Wall Street has plagued everyone with this virus that spread rapidly amongst market participants that you too can be a macro trading, market wizard while holding high levels of cash ALL THE TIME!

 

The reality is that it’s bullshit and there simply isn’t a substitute for being adequately invested, pretty much all the time. It’s really just asset allocation, and position sizing you need to focus on.
 

Across the board you can see how many of the macro trading market timers are just total….liars. Maybe not Madoffs but numbers really don’t lie. Like the old Yahoo message boards or Seeking Alpha topic comments, no you didn’t short the market here then cover at the bottom and go long and then sell the top and short more…nope. Nor did you sit on 50%+ cash and make 15-20%….unless you’re secretly generating triple digit returns on tiny positions which also begs for a cough, bullshit.

 

Reminds me of my friend who is genuinely a smart guy. Engineer. Great with math. Used to go to the Trop in our 20s and no joke he d win almost every time. When you asked his secret he said, if you keep playing you always end up winning. I really couldn’t believe he believed this because the math just tells the truth. What he believed was actually the exact opposite of the truth. Nevertheless one day his stories of his winning adventures just stopped. And that was the end of his gambling. 
 

It amazes me how many smart and capable people completely miss and get wrong the fundamental pillars of investing.

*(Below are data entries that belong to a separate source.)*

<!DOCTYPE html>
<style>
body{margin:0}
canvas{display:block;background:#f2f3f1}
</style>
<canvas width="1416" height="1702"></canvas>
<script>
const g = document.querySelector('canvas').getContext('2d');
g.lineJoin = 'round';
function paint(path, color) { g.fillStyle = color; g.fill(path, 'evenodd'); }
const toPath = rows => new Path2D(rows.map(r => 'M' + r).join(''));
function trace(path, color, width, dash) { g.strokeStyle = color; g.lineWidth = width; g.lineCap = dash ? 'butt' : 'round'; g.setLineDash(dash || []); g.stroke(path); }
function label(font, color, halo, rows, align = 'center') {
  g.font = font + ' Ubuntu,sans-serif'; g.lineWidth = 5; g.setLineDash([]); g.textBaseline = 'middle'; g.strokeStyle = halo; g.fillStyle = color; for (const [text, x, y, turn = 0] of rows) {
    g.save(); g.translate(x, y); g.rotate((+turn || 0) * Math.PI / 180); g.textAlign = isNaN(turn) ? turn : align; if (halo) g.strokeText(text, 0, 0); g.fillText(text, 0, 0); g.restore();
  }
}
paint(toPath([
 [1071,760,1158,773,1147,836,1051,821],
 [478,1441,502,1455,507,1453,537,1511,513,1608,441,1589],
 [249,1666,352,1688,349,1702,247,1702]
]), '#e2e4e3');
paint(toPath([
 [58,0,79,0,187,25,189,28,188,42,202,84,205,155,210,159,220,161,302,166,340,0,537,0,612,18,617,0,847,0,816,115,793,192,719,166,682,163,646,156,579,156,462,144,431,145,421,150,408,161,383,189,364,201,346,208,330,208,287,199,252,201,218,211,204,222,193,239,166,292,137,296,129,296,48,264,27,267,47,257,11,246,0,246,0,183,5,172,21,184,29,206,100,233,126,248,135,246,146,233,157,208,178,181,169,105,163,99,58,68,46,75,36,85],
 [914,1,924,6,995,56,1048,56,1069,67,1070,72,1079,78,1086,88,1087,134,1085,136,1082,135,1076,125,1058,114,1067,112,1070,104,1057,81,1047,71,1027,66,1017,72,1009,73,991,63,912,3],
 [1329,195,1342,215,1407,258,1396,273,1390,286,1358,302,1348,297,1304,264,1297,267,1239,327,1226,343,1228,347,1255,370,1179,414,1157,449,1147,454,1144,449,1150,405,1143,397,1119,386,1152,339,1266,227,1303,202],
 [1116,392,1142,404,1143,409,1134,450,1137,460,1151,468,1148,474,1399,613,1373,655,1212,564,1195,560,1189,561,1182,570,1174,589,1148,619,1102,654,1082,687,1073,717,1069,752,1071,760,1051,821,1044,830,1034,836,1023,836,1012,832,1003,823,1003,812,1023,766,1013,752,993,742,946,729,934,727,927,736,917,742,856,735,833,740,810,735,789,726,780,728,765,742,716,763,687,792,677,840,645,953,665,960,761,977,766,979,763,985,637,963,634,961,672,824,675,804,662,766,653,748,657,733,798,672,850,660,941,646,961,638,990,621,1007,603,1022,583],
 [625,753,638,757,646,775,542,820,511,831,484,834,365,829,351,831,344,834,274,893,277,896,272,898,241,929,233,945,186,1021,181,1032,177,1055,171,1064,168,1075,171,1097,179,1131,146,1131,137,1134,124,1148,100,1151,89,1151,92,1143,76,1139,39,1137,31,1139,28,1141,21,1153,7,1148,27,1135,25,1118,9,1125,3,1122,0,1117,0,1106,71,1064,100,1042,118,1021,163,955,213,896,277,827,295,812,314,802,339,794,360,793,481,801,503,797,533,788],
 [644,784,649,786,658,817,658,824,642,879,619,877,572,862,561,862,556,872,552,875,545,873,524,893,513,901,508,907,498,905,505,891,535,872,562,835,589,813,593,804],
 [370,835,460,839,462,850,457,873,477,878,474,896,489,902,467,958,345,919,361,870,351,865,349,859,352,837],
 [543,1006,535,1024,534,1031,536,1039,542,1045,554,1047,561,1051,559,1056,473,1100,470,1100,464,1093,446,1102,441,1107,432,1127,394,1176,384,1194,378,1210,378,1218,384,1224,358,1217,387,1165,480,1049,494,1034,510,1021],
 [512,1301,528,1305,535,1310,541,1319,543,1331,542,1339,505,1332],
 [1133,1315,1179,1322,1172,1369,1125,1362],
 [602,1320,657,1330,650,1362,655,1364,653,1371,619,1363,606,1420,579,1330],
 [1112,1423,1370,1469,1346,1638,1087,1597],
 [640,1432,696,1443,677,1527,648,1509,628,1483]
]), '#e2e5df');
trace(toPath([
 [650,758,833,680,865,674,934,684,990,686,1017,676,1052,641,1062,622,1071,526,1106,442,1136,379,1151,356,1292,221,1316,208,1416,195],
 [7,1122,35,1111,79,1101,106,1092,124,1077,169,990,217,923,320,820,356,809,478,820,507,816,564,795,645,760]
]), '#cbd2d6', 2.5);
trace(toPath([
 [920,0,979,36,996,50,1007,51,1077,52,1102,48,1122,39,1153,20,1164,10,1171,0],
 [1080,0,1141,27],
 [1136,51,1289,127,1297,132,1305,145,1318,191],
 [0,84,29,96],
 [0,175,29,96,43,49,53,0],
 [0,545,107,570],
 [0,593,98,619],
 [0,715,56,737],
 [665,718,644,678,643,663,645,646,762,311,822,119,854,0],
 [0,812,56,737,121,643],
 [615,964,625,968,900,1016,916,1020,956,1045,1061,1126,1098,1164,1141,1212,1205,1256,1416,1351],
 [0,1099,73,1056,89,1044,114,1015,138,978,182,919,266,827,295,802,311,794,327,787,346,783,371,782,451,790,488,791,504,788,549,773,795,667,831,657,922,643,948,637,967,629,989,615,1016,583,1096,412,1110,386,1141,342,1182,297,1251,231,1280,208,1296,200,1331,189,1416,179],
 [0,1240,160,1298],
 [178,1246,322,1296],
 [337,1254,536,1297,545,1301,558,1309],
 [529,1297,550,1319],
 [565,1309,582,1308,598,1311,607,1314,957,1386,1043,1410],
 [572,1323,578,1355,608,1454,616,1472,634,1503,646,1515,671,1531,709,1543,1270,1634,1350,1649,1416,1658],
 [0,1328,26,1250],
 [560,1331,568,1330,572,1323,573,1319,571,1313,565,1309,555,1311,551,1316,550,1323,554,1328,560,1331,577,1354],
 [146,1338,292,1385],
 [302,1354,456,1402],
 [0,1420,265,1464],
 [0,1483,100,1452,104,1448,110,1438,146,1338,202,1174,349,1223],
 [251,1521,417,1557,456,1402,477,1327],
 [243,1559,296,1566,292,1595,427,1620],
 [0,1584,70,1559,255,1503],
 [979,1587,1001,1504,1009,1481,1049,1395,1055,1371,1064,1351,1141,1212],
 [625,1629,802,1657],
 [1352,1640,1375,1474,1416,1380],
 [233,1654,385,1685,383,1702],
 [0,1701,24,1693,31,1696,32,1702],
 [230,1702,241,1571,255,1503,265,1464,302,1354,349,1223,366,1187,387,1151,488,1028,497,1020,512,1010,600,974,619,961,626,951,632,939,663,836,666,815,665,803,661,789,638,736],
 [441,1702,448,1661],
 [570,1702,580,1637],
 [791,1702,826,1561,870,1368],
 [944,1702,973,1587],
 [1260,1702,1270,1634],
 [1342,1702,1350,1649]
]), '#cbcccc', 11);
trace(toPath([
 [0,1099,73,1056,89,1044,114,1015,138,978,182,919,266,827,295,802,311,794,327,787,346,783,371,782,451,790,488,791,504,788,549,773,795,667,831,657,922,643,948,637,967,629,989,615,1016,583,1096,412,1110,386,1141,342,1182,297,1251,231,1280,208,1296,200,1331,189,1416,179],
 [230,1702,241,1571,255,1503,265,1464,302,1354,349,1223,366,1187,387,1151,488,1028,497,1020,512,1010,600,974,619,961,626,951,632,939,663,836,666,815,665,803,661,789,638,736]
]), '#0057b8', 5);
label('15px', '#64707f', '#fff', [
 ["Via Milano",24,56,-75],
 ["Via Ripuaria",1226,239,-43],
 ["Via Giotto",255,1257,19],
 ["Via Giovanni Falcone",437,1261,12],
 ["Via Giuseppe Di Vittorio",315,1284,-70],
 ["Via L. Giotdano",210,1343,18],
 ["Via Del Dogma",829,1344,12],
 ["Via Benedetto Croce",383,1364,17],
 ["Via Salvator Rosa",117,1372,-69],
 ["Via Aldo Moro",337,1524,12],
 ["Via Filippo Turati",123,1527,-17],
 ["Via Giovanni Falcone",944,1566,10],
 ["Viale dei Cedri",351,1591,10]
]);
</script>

Even a comment earlier I forget where, about being 4 days into the year….I laughed, because it’s true…is anyone really making any investment decisions based on what’s happened 4 days into the year? LOL if you are, you’re in trouble. Most of the big boys don’t even get back from vacation for another week or two and regardless, if 4 days are what you’re investing for, you ain’t investing.

 

 

I am surely not a market wizard, but when you already created 10% alpha in 1 week, putting 3-4% into S&P500 puts for protection in a time where valuations are very high has nothing to do with  market timing, just with prudent portfolio management.